Let's talk about ANYTHING else: President Joe Biden’s having a hard time making good on his campaign promises to alleviate the stress of student debt. Will Casey already explained the situation with much more legal knowledge in Slog AM, but I just wanted to let you know that the Education Department is no longer accepting applications, even though Biden had previously encouraged borrowers to continue applying through the legal challenges. Of course, the decision isn’t final, so keep those fingers crossed!
Biden’s next big plan: Okay, so student loan forgiveness isn’t going so well, but today, Biden announced new initiatives to crack down on methane emissions at the 27th UN Climate Conference. You can read the specifics here, but basically Biden says his new methane rules will help the US meet its goal to slash 2020 levels of methane emissions by 30% by 2030.
The cost of climate change: As sea levels rise, the ocean begins to encroach on coastal cities. Saint-Louis, Senegal is “ground zero” of the devastation of the rising Atlantic Ocean, with thousands of people living in a camp for “internally-displaced people.” The climate refugee crisis has begun and NPR says, “every year, a little bit more land is lost to the sea.”
Can Slog PM be fun again? I know, I know. Lots of political shit for a Friday. After a long week, you probably don’t care about ballot measures and you probably don’t want to stress about your debt! So, go out and have fun. EverOut knows the coolest and cheapest events to get your mind off the news of the week.

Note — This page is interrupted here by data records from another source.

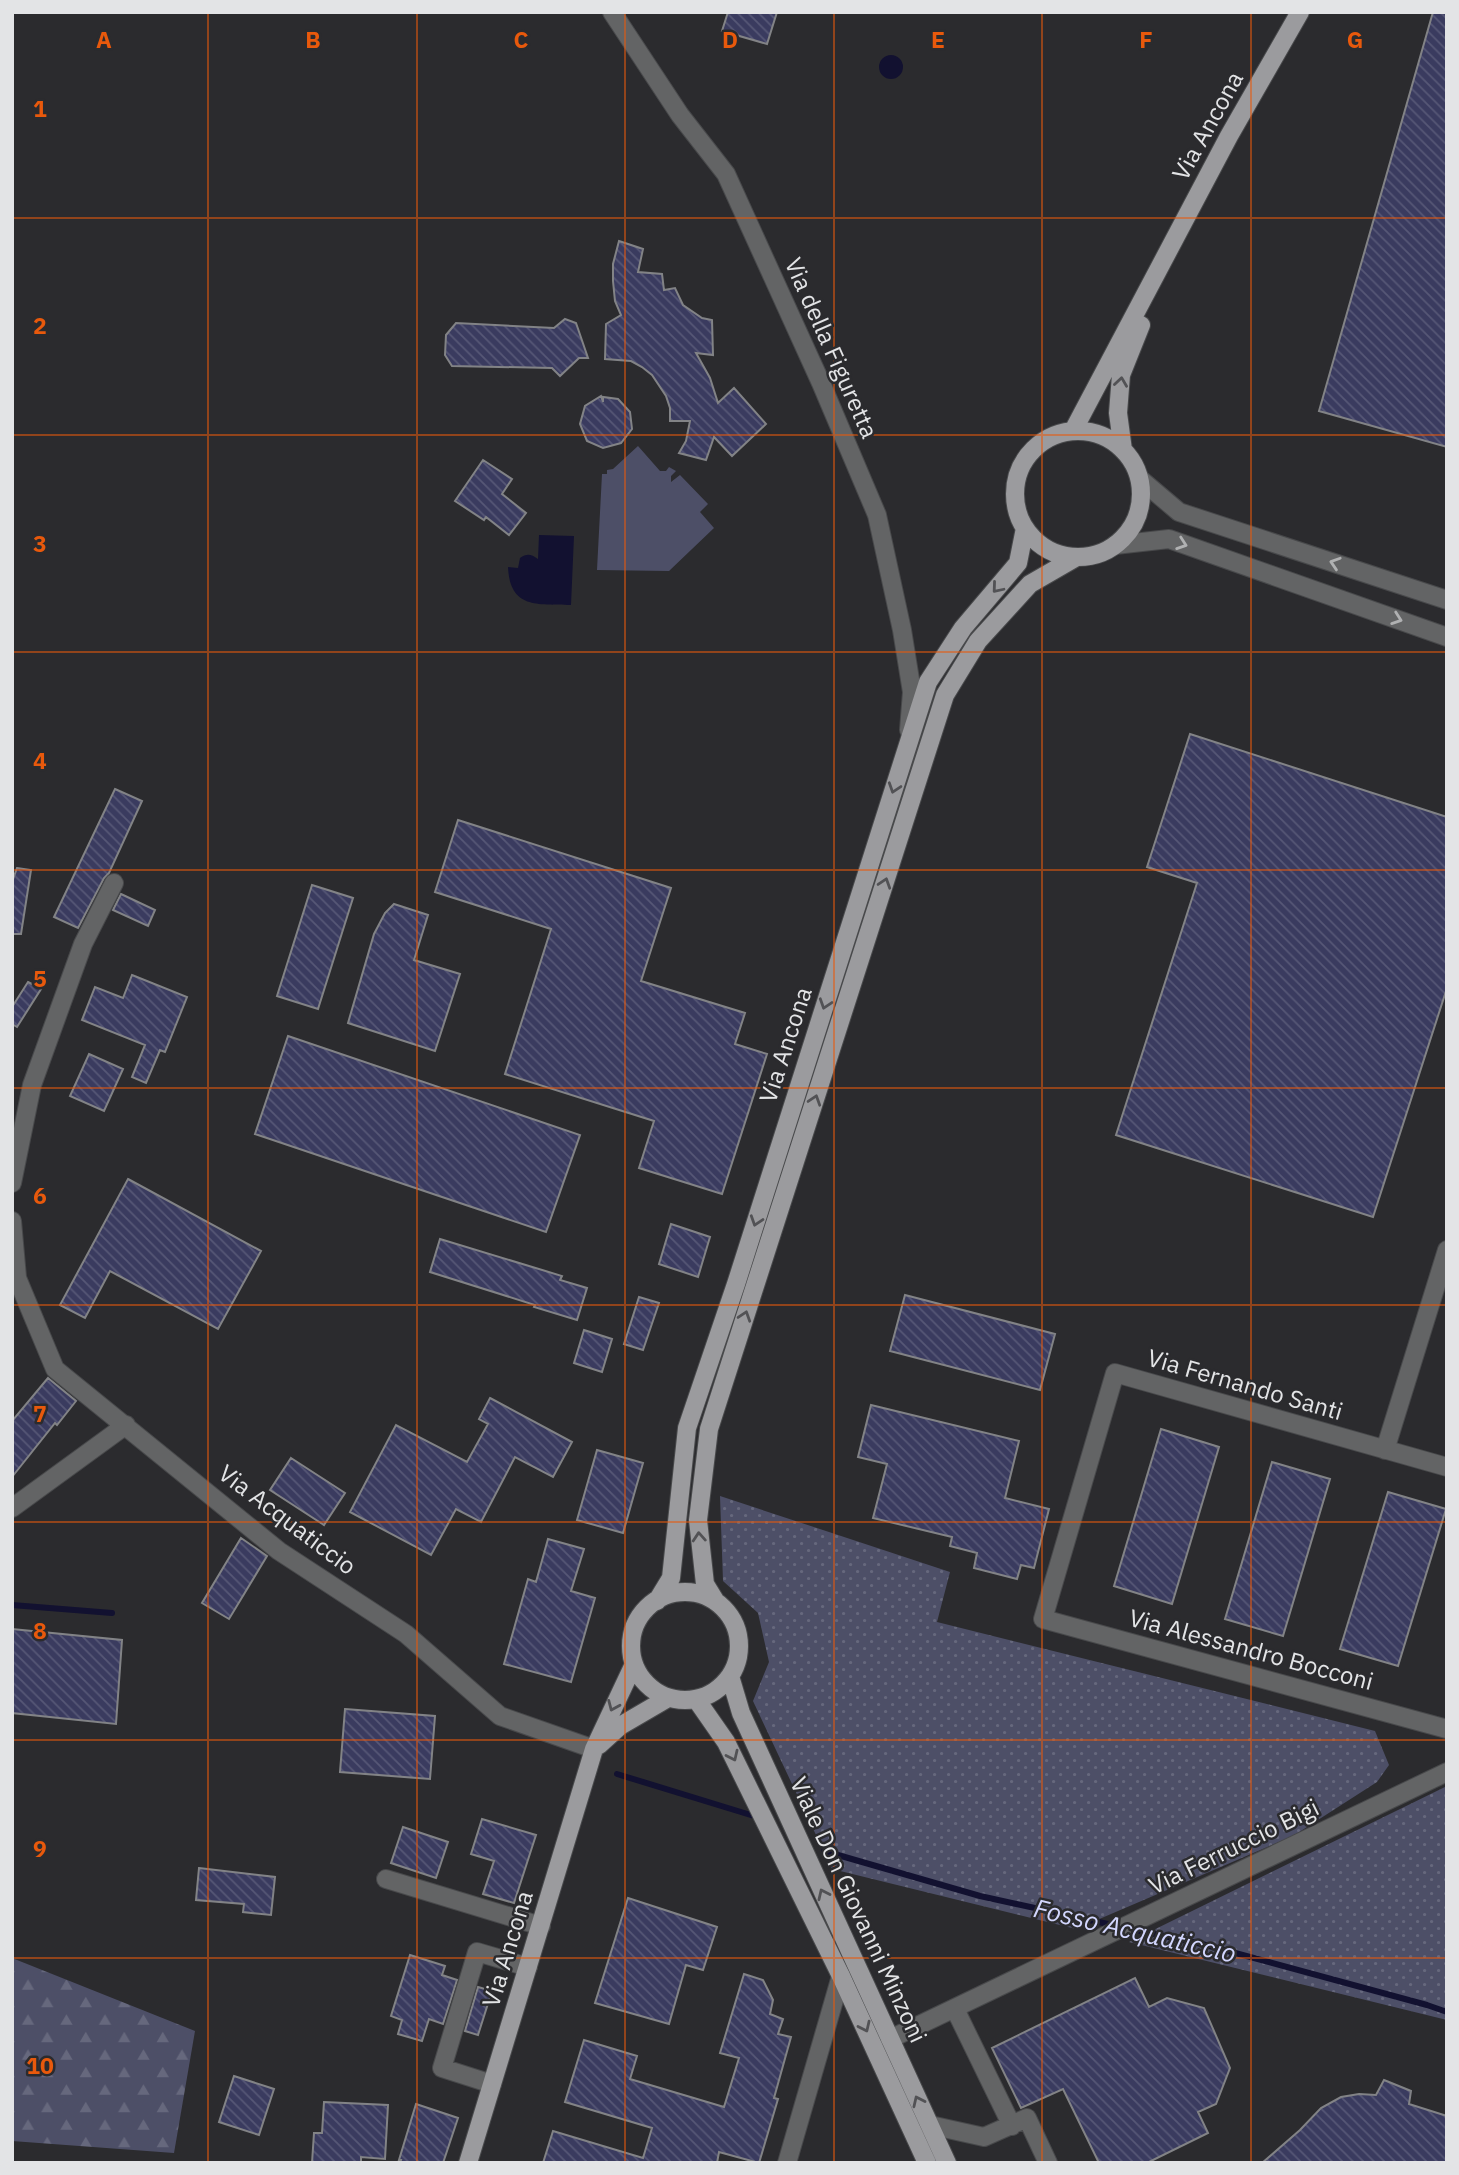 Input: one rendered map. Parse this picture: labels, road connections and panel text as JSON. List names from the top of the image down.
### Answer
{
  "streets": {
    "main road": ["Via Ancona", "Viale Don Giovanni Minzoni"],
    "street": [
      "Via della Figuretta",
      "Via Fernando Santi",
      "Via Acquaticcio",
      "Via Alessandro Bocconi",
      "Via Ferruccio Bigi"
    ]
  },
  "crossings": [
    ["Via Ancona", "Via della Figuretta"],
    ["Via Ancona", "Via Acquaticcio"],
    ["Via Ancona", "Viale Don Giovanni Minzoni"],
    ["Via Fernando Santi", "Via Alessandro Bocconi"],
    ["Via Ferruccio Bigi", "Viale Don Giovanni Minzoni"]
  ],
  "water": ["Fosso Acquaticcio"],
  "grid": {
    "columns": [
      "A",
      "B",
      "C",
      "D",
      "E",
      "F",
      "G"
    ],
    "rows": [
      "1",
      "2",
      "3",
      "4",
      "5",
      "6",
      "7",
      "8",
      "9",
      "10"
    ]
  }
}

Gallagher died: Gallager, a comedian best known for smashing watermelons in the '80s, died at 76 after what his manager described as a “short health battle.” Today, you may be reflecting on fond memories of the funny fruit guy. Stranger alum Lindy West also had those fond, “apolitical” memories, until she saw him perform in Bremerton in 2010 and realized he’s a “Paranoid, Right-Wing, Watermelon-Smashing Maniac.”